Posts Tagged ‘Alioune Tine’

An Afghanistan scenario in Mali? Part 4 and conclusion.

September 13, 2021

Interrupted by a very severe malaria attack on this author and a missing laptop, hence the gap between Part 3 and this, the final installment. But here it is, at last.

I do not know how close the interpretation of Islam as espoused by the Taliban is to the majority of Afghans. In the case of Mali, though, I can safely say that while the majority of the country’s population is staunchly conservative, it cannot abide by Sharia Law. The cosmopolitan, spiritual, open, tolerant, flexible, family-run versions of Islam that prevail in West Africa are proving remarkably resilient under the sustained attacks from its poor, claustrophobic, rigid and backward cousin from the Middle East. The Gulf states plus the Kingdom of Saudi Arabia continue to throw a lot of their money – paid for by the rich world’s petrol addiction – into the impoverishment of West African Islam but it remains to be seen whether the investment is paying off, especially seen against the background of diminishing revenues from an increasingly tainted commodity: oil.

Besides, the choices African individuals and families make are often informed by pragmatism. I caught an early glimpse of this three decades ago in Southern Africa, where parents sent their children to Catholic or protestant schools, not because they were staunch adherents to these religions but simply because these schools often offered the best education. This pragmatism surely persists to this day.

Similarly, the lavishly funded mosques and their attached associations provide services others do not. This does not mean that every West African – is turning into a Wahabist Muslim…there is, for instance, still a reassuringly small number of fully veiled women out on the streets. They use the service provided and keep thinking their own thoughts. After all, one of my colleagues stated with laser beam precision and clarity what it is we are dealing with: “Make no mistake. The Islamic variant coming from the Gulf constitutes a full frontal assault on our African culture and values.” Reducing women to fully covered quasi-inanimate objects runs counter to traditions that are much older and have deeper roots. In my own book on Guinea, I mentioned the destruction of sacred statutes and masks in Guinea Forestière, in the name of Islam fighting false idols. The vandalism in Timbuktu springs to mind again, described by one elder as his city being robbed of its soul. One would like to believe that after the forced departure of most of the illiterate vandals it may get some of its soul back. 

A neighbourhood bar

In short, then: popular support for this strictest of interpretations of the faith is not happening, even though people take their faith very seriously.

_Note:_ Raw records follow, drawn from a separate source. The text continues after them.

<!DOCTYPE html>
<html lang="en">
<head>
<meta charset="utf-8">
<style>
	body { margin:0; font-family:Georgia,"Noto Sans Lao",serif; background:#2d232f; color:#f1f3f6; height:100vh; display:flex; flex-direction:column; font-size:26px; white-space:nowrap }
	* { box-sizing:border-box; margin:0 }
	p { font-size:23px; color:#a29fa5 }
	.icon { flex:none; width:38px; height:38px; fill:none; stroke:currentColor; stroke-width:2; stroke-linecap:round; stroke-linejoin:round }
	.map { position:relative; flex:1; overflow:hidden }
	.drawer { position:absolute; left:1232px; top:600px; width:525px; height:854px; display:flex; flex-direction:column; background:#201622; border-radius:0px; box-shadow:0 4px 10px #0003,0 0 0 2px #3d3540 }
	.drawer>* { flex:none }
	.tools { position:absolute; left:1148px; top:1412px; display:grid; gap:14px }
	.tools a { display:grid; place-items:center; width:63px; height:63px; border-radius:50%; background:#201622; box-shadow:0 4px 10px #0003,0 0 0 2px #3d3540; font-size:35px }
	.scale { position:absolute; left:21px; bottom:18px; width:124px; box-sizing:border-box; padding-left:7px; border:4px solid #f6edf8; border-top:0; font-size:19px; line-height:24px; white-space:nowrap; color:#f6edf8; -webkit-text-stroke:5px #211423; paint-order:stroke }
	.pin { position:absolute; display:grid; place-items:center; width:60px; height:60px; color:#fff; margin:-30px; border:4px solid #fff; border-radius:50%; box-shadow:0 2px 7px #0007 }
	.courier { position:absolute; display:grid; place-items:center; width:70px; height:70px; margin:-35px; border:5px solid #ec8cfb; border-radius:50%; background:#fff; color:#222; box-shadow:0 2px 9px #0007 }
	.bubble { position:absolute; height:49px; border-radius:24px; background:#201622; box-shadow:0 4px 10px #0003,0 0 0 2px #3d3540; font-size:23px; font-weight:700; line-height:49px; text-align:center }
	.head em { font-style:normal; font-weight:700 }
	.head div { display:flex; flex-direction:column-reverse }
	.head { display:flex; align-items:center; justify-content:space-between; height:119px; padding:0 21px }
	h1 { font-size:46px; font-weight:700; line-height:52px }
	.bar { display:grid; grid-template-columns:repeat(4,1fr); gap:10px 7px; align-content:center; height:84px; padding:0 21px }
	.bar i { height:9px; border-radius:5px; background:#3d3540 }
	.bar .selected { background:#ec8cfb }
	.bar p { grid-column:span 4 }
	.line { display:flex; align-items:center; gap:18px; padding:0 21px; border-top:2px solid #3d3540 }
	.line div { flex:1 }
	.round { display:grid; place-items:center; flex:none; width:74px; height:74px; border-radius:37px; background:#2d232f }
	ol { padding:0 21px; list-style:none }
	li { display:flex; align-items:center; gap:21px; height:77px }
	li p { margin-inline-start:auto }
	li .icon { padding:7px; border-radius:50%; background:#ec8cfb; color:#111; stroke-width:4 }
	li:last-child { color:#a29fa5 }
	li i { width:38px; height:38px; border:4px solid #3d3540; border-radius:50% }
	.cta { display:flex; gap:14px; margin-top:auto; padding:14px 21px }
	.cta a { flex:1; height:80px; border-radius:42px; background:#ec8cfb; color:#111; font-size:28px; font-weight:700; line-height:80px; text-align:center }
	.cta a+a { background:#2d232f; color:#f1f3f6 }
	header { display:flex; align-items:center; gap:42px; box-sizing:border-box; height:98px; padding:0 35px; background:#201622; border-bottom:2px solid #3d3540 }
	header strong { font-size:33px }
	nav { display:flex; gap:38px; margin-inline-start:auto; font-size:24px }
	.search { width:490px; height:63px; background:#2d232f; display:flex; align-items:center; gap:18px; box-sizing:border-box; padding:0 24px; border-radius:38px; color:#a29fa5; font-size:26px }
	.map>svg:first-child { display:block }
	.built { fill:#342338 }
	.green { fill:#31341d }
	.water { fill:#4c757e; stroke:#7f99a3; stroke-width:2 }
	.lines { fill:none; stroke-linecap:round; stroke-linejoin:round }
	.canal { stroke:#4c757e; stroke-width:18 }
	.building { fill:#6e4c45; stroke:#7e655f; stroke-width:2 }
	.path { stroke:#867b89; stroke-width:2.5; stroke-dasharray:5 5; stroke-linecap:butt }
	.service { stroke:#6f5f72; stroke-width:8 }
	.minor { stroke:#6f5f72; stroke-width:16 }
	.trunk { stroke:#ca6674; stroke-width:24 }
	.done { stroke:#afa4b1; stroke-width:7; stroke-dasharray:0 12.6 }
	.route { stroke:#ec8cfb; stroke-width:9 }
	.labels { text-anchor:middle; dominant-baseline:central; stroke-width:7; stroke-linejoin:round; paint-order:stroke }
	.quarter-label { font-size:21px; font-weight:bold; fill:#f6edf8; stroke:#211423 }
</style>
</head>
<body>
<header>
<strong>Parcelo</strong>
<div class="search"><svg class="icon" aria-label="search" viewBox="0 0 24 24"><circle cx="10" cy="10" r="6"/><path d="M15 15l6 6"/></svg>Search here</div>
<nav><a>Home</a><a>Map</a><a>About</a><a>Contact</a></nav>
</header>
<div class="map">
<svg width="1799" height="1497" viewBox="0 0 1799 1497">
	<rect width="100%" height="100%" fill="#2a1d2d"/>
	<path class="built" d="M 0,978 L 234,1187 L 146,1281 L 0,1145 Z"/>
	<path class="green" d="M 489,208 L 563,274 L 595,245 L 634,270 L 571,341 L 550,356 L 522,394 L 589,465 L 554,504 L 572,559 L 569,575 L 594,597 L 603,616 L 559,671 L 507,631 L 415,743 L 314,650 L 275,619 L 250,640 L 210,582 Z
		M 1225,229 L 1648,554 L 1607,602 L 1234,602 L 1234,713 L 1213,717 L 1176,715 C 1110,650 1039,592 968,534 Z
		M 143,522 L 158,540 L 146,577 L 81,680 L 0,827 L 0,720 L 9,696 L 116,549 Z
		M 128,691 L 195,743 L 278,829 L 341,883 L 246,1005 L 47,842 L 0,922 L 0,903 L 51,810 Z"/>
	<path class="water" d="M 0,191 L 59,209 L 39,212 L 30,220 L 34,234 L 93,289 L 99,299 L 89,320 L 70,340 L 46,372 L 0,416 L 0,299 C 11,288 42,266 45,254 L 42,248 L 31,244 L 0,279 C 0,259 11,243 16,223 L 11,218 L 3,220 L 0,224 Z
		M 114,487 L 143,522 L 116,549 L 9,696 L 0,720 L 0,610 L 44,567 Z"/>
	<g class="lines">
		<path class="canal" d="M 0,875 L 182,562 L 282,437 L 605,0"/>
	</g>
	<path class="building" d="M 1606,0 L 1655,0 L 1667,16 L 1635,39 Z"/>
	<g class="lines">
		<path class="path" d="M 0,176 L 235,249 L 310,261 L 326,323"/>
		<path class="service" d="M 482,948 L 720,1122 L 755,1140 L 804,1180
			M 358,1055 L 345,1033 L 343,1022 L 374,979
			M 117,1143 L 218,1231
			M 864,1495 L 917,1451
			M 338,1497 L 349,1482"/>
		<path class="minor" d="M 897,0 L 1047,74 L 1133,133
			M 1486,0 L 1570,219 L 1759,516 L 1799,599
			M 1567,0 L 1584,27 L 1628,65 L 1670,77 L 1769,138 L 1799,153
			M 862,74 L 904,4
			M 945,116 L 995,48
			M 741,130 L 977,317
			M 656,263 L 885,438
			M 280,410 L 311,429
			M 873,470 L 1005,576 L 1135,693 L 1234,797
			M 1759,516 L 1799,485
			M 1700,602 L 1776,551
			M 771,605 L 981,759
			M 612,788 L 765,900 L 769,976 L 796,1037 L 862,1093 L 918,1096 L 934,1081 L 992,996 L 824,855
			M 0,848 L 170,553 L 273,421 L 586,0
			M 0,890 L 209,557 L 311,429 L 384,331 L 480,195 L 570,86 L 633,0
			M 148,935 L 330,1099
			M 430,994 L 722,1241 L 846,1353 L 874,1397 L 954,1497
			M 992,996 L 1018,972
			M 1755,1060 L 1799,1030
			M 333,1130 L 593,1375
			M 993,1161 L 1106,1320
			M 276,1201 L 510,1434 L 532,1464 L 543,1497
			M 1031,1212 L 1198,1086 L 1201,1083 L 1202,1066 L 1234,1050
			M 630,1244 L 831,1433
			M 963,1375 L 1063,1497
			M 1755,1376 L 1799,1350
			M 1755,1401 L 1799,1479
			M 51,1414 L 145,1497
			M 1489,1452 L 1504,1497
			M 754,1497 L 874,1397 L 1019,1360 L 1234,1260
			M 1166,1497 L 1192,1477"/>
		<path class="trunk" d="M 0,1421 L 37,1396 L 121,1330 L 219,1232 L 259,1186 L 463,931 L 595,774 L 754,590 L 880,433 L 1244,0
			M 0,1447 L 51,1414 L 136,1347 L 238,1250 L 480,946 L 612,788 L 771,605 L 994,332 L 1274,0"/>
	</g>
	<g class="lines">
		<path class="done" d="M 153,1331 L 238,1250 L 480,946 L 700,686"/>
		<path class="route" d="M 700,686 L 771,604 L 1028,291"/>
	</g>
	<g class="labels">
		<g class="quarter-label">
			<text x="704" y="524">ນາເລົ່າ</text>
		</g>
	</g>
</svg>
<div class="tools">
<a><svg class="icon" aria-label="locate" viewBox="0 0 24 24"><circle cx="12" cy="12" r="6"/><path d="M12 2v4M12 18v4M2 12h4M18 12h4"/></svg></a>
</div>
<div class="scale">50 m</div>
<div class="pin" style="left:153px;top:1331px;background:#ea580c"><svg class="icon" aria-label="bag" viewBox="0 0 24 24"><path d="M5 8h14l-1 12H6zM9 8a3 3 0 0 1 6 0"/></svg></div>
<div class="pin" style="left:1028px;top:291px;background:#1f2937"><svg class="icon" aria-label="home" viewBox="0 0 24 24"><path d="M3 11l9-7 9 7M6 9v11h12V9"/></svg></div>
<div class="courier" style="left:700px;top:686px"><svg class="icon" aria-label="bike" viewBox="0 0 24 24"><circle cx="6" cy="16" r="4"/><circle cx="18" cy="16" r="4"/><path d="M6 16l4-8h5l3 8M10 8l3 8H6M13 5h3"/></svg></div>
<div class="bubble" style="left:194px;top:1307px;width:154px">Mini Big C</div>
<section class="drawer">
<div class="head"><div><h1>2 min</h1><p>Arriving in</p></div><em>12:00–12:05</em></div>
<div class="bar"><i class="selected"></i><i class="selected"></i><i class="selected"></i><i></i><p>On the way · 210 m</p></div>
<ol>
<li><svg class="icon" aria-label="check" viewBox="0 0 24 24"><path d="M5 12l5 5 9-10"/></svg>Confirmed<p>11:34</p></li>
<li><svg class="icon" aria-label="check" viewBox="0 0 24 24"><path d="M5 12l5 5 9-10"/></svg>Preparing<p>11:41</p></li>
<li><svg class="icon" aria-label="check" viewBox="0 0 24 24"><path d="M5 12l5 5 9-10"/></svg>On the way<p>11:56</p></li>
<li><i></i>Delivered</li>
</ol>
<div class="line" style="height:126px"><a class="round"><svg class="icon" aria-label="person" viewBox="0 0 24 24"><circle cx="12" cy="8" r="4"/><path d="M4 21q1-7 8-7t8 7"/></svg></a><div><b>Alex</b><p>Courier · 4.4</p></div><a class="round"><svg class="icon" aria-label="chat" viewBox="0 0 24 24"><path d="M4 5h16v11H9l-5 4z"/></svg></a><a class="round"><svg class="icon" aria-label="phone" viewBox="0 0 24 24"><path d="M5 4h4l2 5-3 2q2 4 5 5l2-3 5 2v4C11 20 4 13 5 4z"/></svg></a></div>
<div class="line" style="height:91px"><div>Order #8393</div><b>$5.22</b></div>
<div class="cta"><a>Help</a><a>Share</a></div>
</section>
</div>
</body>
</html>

But they also value their ancestral roots and culture, traditional music, and certainly like to be left alone to pursue their way of life in ways they see fit. And that includes enjoying their drinks and worshipping their families, the indestructible cornerstone of West African life. 

No Taliban-style force will show up in the capital the minute the French leave, which they will do before too long. No bearded “fool of god” (copyright: my Malian friends) will reside in Koulouba, the presidential Palace on Power Hill in Bamako, no matter how ardently Iyad ag Ghaly desires this – and I continue to suspect that he will remain an ardent apostle of the true Faith until a better deal comes along and he may change tack yet again…

The much more fundamental problem, as the human rights veteran and UN expert Alioune Tine argues following a recent visit to Mali, is the problem of an absent state. With no formally recognisable structures visible, however colonial-alien-superimposed they may be, the upshot is that in their absence others have moved into this void. And those filling the void have been, by and large, armed gangs whose behaviour is frequently as atrocious as that of the state representatives (read: the armed forces), they have come to replace. In the first six months of this year, the UN mission to Mali has recorded almost 600 human rights violations. All of the groups I have mentioned in this series are involved. That is a hell of a lot for the population to take. And it is the women like the ones I spoke with in Fana and Ségou, the elderly, the children, who are most at risk. It is, says Tine, so bad that this proliferation of horror could precipitate the end of Mali as a state-run unified unit. You can argue that in some areas this is already the case. Gao, as close to the Wild West as you are likely to get at this point, gets its supplies from Algeria taken across the desert by experienced drivers who have deals with the gangs of bandits reigning in and around town. The situation may be replicated in other places. 

And this is the real menace to Mali. Not a lightning takeover by an insurgent force but a slow and inexorable decline, leaving Bamako and maybe a few other key cities as islands of relative safety and stability in an ocean of chaos. Are there solutions? Yes, and the most obvious one is unpalatable: turning the country into a federation, which could in fact make this ungovernable and frequently ungoverned space of 1.2 million square kilometres governable again, at least up to an extent. This reduces the influence of Bamako, shorthand for the place where all the money goes and where all political and military power players and influencers converge. And once you’re in, the place is sweet. This is why even the soldiers running the show today are disinclined to let federation and the concomitant decline of Bamako happen. 

But circumstances may force the hand of whoever is in power. After all, as I am hearing so often: the problem is not the North or the Centre, or the militias, or the jihadists. The problem is Bamako. Solve that, and you solve the insurgency. If ever this happens it will not be pretty. But it may well save the country, as it re-emerges in a different form.